### WORK ORDER
Within the data beneath, some lines may hold the word "JSON". Give the number of those lines and nothing else.

### INFORMATION SUPPLIED
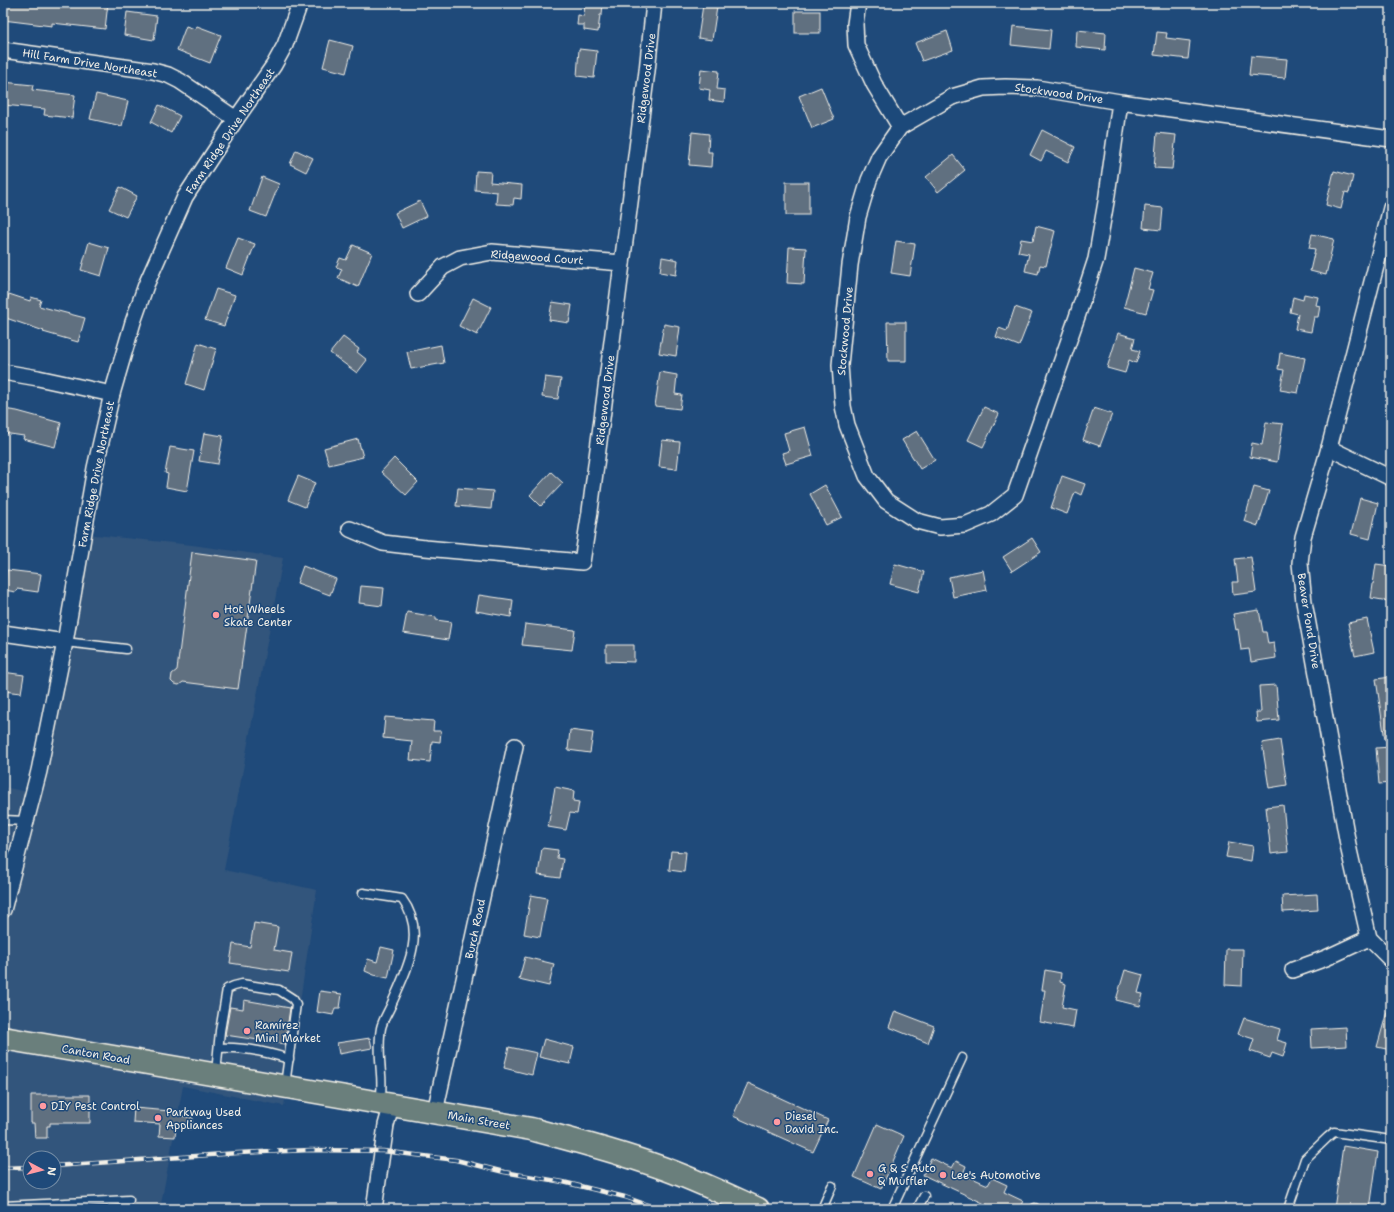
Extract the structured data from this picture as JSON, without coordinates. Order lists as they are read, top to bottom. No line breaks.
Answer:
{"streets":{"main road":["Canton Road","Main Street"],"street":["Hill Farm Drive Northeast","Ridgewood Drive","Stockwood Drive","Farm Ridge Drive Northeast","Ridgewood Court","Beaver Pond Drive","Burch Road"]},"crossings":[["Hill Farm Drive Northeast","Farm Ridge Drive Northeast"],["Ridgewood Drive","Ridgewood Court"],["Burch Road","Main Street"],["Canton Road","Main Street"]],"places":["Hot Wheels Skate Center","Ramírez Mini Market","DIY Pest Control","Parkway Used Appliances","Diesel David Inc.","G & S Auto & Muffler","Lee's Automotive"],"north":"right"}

---

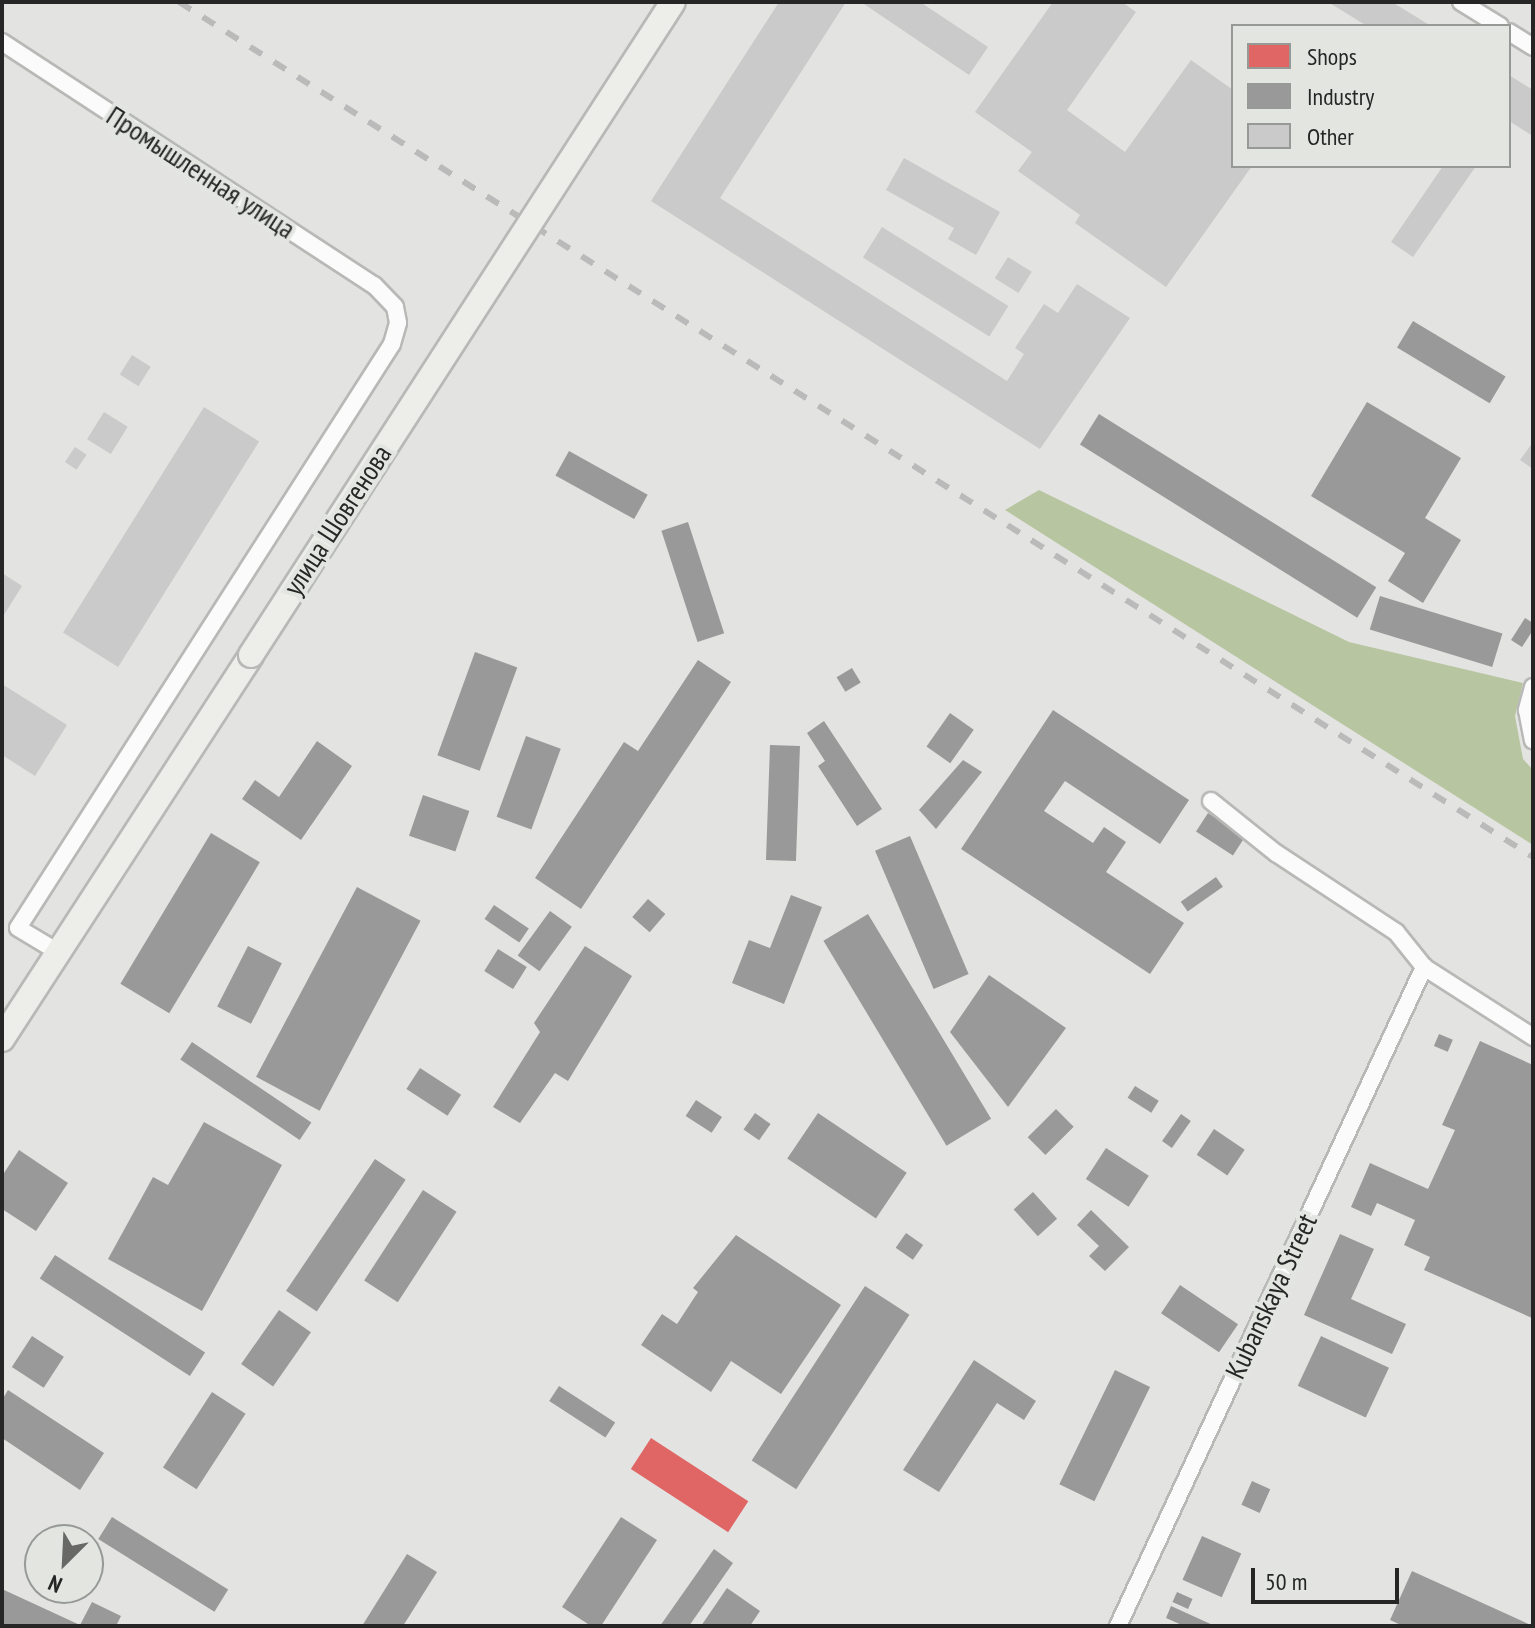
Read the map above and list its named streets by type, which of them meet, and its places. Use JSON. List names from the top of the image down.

### ANSWER SECTION
2